Queremos falar da sra. Gilca (sic) da Costa Machado. Objetarão em seus poemas uma inversão de papéis, apressando-se ela em dizer aos homens, como poetisa, certas coisas que devia esperar que eles lhe dissessem primeiro. Mas isso é apenas nos domínios da arte e, em sua vida modesta e altiva, nunca ninguém a viu tomar a atitude de certas madamas desabusadas – misto de sabichonas de Molière e de bas-bleus de 1830 – que pretendem adotar as maneiras masculinas, virando ulanos de saias, usando gravata e monóculo, fumando pelos botequins, quase indo ao extremo de andar travestidas pelas ruas, como fazia em Paris a quinquagenária Jane Dieulafoy, esposa de um célebre arqueólogo e ela mesma uma raridade de arqueologia (Grieco, 1947: 93-94).

II – A questão da musa na poesia da Belle Époque brasileira

      No cerne da discussão entre poesia e gênero proposta por escritoras, como Gilka Machado, no início do século XX, está a concepção da musa na poesia e o confronto ao enunciado poético tradicional. As nove Musas (Calíope, Clio, Erato, Euterpe, Melpômene, Polímnia, Tália, Urânia e Terpsícore) eram, dentro da mitologia grega, as entidades divinas que inspiravam cada qual uma arte diferente nos humanos – matriz para a noção de musa da poesia ocidental. Dentro dessa concepção, a figura feminina serviu, durante um longo tempo, apenas como inspiração para os homens, pois eram estes que possuíam os meios de produzir arte enquanto as mulheres, as silenciosas criaturas observadas, eram os temas de suas criações. Em relação a Safo de Lesbos (630 a.c.-580 a.c.), uma das mais conhecidas escritoras da tradição clássica grega, a fim de resolver esse “paradoxo” convencionou-se chamá-la pela contraditória alcunha de “a décima musa”, como podemos notar na famosa epigrama atribuído a Platão: “Dizem que há nove musas, que falta de memória! Esqueceram a décima, Safo de Lesbos” (Waltz; Soury, 1960: 63).

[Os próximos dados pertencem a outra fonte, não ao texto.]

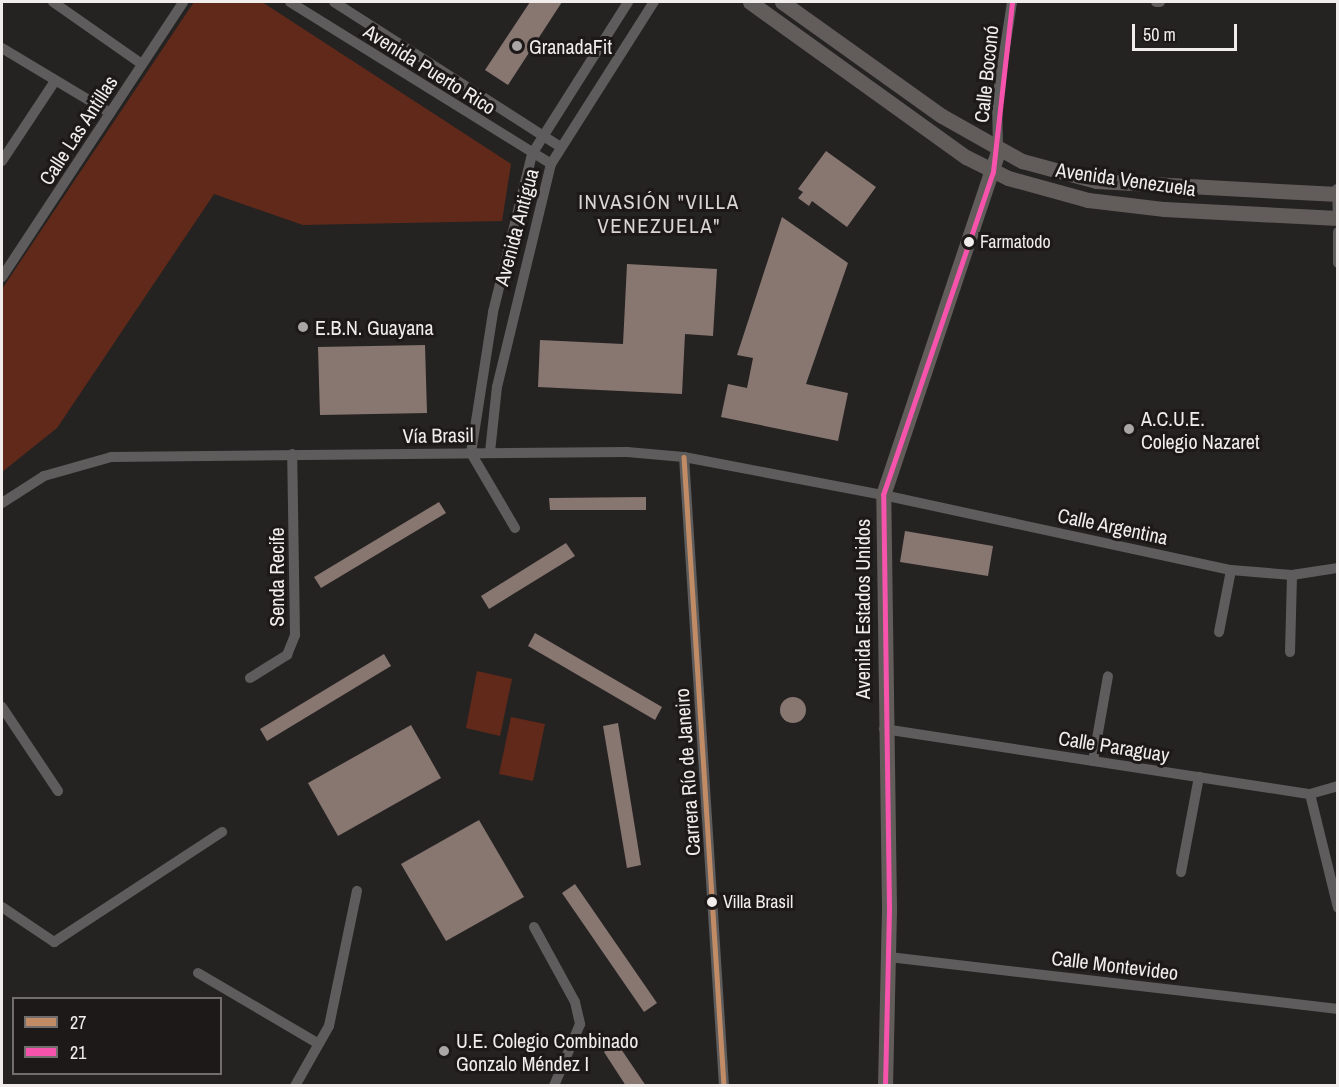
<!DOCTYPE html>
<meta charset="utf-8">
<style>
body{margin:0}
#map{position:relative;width:1339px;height:1087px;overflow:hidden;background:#252322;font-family:"Archivo Narrow",sans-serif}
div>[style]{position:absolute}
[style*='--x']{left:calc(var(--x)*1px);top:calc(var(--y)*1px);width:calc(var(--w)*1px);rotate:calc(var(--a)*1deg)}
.green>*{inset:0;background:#61291a}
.building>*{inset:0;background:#887671}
.round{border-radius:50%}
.street>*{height:10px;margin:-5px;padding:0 5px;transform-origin:5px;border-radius:5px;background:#5e5c5c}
.secondary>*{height:15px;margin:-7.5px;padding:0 7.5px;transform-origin:7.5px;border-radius:7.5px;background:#625d5a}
.bus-1>*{height:4.5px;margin:-2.25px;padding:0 2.25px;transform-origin:2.25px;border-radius:2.25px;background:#c18c65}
.bus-2>*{height:4.5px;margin:-2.25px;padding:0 2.25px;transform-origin:2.25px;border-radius:2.25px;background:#f653ac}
.dots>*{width:16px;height:16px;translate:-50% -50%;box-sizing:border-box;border:3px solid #1d1918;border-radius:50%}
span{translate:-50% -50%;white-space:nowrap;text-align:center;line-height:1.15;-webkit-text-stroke:6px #1d1918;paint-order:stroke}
.bus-label{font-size:18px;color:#f0edec}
.left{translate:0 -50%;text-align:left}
.poi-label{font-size:20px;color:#f0edec}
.street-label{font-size:20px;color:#f0edec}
.neighbourhood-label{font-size:21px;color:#dad4d2;letter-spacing:1.5px}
.frame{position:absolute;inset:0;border:3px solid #f0edec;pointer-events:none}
.legend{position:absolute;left:12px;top:997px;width:210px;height:78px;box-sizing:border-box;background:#1d1918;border:2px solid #716e6d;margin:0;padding:8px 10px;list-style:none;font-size:18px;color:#f0edec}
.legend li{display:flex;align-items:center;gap:12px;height:30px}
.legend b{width:30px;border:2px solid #716e6d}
.scale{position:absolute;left:1132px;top:24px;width:105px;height:27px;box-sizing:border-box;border:3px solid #f0edec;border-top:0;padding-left:8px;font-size:18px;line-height:21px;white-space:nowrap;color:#f0edec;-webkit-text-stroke:4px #1d1918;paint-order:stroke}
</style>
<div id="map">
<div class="green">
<i style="clip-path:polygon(194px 2px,262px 2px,511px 164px,502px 221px,303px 225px,214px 194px,57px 428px,2px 472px,2px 289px)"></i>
<i style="clip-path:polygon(477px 671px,512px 679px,500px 736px,466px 728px)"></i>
<i style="clip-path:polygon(511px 717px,545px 724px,533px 781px,499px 774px)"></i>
</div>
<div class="building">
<i style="clip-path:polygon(530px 2px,562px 2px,508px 85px,485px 70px)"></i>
<i style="clip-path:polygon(826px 151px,876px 187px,847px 227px,812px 201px,809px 206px,798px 198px,803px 192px,798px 189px)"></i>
<i style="clip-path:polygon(782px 217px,848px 263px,806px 384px,848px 393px,838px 441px,721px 417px,728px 384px,747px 388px,753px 358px,737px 355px)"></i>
<i style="clip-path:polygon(627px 264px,717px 269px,713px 336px,685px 334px,682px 394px,538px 387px,540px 340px,623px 344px)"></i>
<i style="clip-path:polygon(425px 345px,427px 413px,320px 415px,318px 347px)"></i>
<i style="clip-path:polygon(646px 497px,646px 510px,550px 510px,549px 498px)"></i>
<i style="clip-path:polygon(439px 502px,446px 513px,321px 588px,314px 577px)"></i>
<i style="clip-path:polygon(905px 531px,993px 546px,988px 576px,900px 562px)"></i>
<i style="clip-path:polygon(566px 543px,575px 556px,489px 609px,481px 596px)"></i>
<i style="clip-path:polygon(535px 633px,662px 707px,655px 720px,528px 646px)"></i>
<i style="clip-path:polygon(384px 654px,391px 666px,267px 741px,260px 729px)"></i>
<i class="round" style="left:780px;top:697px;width:26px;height:26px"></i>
<i style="clip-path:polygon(618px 723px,641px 865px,627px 868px,603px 726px)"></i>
<i style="clip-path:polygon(411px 725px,441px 778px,338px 836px,308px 783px)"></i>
<i style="clip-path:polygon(479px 820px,524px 897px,446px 941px,401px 864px)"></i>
<i style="clip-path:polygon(575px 884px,657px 1003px,644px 1012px,562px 893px)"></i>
<i style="clip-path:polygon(617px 1043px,646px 1086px,626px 1086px,604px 1052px)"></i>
</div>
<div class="street">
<i style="--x:53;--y:2;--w:108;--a:34.9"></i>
<i style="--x:290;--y:2;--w:307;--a:31.8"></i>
<i style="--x:334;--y:2;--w:269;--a:32.6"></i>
<i style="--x:1156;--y:2;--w:4;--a:0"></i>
<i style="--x:2;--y:48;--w:126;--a:31"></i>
<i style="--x:998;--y:151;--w:51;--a:-91.1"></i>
<i style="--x:997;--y:100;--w:99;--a:-81.3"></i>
<i style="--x:2;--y:161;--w:96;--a:-56.5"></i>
<i style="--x:1337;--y:189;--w:26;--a:88"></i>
<i style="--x:1338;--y:232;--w:31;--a:90"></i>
<i style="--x:2;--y:277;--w:329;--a:-56.6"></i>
<i style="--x:490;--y:452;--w:65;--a:-83.9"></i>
<i style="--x:497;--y:387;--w:229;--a:-76.4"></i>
<i style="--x:551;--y:164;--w:192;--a:-57.6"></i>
<i style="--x:684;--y:457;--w:630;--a:86.36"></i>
<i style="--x:2;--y:503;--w:50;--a:-32.7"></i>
<i style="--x:44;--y:476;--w:70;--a:-15.8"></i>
<i style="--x:111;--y:457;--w:516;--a:-0.56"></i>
<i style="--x:627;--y:452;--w:57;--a:5"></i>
<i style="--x:684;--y:457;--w:203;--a:10.8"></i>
<i style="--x:883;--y:495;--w:356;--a:12.2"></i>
<i style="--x:1231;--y:570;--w:61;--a:4.7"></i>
<i style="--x:1292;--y:575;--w:47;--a:-8.7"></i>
<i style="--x:515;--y:528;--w:87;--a:-120.4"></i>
<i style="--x:471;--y:453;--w:143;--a:-81.1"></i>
<i style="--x:493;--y:312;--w:163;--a:-76.1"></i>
<i style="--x:532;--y:154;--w:180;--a:-57.7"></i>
<i style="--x:1219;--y:632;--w:63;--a:-79"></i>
<i style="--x:1290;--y:652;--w:77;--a:-88.5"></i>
<i style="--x:250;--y:678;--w:44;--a:-31.9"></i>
<i style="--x:287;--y:655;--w:22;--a:-68"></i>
<i style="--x:295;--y:635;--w:181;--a:-90.9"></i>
<i style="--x:2;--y:707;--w:101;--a:56.3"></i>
<i style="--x:884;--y:729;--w:431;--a:8.7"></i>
<i style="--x:1310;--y:794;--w:29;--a:-16"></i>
<i style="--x:1093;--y:761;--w:86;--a:-80"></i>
<i style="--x:1310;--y:794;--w:117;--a:76.2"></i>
<i style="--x:1181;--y:872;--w:97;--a:-79.3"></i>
<i style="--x:2;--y:907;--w:63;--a:33.9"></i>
<i style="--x:54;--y:942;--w:201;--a:-33.2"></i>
<i style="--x:534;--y:927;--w:85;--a:61.3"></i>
<i style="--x:575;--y:1002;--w:23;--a:77"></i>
<i style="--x:580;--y:1024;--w:67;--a:112.8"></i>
<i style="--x:889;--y:957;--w:452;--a:6.6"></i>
<i style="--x:198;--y:973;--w:140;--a:30.4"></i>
<i style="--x:295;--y:1086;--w:69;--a:-60.5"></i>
<i style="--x:329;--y:1026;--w:138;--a:-78.3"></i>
</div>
<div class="secondary">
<i style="--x:750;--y:2;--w:266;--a:35.7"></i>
<i style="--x:966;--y:157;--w:47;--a:26.6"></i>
<i style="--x:1008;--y:178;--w:83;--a:15.4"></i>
<i style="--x:1088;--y:200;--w:77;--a:6.8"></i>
<i style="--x:1164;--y:209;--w:174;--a:3"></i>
<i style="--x:782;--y:2;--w:196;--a:35.5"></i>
<i style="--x:942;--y:116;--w:92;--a:29.4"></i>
<i style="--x:1022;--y:161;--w:77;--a:15.1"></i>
<i style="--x:1096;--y:181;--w:242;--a:3.1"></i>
<i style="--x:885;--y:1086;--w:179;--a:-88.7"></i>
<i style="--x:889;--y:907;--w:412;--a:-90.8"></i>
<i style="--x:883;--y:495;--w:363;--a:-71.5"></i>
</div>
<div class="bus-1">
<i style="--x:684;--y:457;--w:630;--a:86.36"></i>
</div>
<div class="bus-2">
<i style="--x:885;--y:1086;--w:179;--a:-88.7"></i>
<i style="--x:889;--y:907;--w:412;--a:-90.8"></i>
<i style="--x:883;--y:495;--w:341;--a:-71.2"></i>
<i style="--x:993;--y:172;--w:171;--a:-83.6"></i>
</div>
<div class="dots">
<i style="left:517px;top:46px;background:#a9a6a5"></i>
<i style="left:969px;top:242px;background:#f0edec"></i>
<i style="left:303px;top:327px;background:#a9a6a5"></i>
<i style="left:1129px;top:429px;background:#a9a6a5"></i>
<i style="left:712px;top:902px;background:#f0edec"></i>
<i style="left:444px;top:1051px;background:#a9a6a5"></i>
</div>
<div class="bus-label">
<span class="left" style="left:980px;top:242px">Farmatodo</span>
<span class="left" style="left:723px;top:902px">Villa Brasil</span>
</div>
<div class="poi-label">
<span class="left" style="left:529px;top:46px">GranadaFit</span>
<span class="left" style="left:315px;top:327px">E.B.N. Guayana</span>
<span class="left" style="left:1141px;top:430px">A.C.U.E.<br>Colegio Nazaret</span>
<span class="left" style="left:456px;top:1052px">U.E. Colegio Combinado<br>Gonzalo Méndez I</span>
</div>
<div class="street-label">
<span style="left:430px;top:69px;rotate:32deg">Avenida Puerto Rico</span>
<span style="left:986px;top:74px;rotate:-84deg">Calle Boconó</span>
<span style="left:78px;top:130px;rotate:-57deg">Calle Las Antillas</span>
<span style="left:1126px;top:179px;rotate:8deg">Avenida Venezuela</span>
<span style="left:516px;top:227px;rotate:-75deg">Avenida Antigua</span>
<span style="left:438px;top:435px;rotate:-1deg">Vía Brasil</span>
<span style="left:1113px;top:526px;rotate:12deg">Calle Argentina</span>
<span style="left:276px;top:577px;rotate:-90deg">Senda Recife</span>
<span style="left:862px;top:609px;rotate:-90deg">Avenida Estados Unidos</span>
<span style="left:1114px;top:746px;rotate:9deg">Calle Paraguay</span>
<span style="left:687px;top:772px;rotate:-94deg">Carrera Río de Janeiro</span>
<span style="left:1115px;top:965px;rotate:7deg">Calle Montevideo</span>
</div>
<div class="neighbourhood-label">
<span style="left:659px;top:214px">INVASIÓN "VILLA<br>VENEZUELA"</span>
</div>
<div class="frame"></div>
<ul class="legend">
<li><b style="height:8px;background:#c18c65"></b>27</li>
<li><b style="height:8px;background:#f653ac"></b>21</li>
</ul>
<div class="scale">50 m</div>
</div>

No Brasil do final do século XIX, o ideal da musa foi retomado fortemente pela escola parnasiana, que buscava recuperar elementos da poesia grega clássica. E, nessa retomada de estilo de escrita, o conceito de musa foi utilizado por muitos críticos como modelo de mulher: uma estátua muda e impassível, responsável por provocar nos homens poetas deliciosos e destruidores sentimentos. Essa visão equivocada foi utilizada, como demonstra Nádia Gotlib (2016), para defender a posição de que a poesia era uma atribuição masculina e, quando raras vezes se manifestavam “espíritos ardentes de escritoras”, estas deveriam escrever como se fossem homens. Conforme aponta Nádia, para sustentar essa tese o crítico e escritor gaúcho Leal de Souza utilizou como “musa suprema” a poetisa parnasiana Francisca Júlia (1871-1920), a qual gozava de prestígio nos meios literários do início do século XX. Na sua análise, a poesia “máscula” de Francisca Júlia era a produção superior que as mulheres escritoras produziram até então justamente por não apresentar nenhum vestígio do feminino nos seus poemas, muito menos em sua voz poética.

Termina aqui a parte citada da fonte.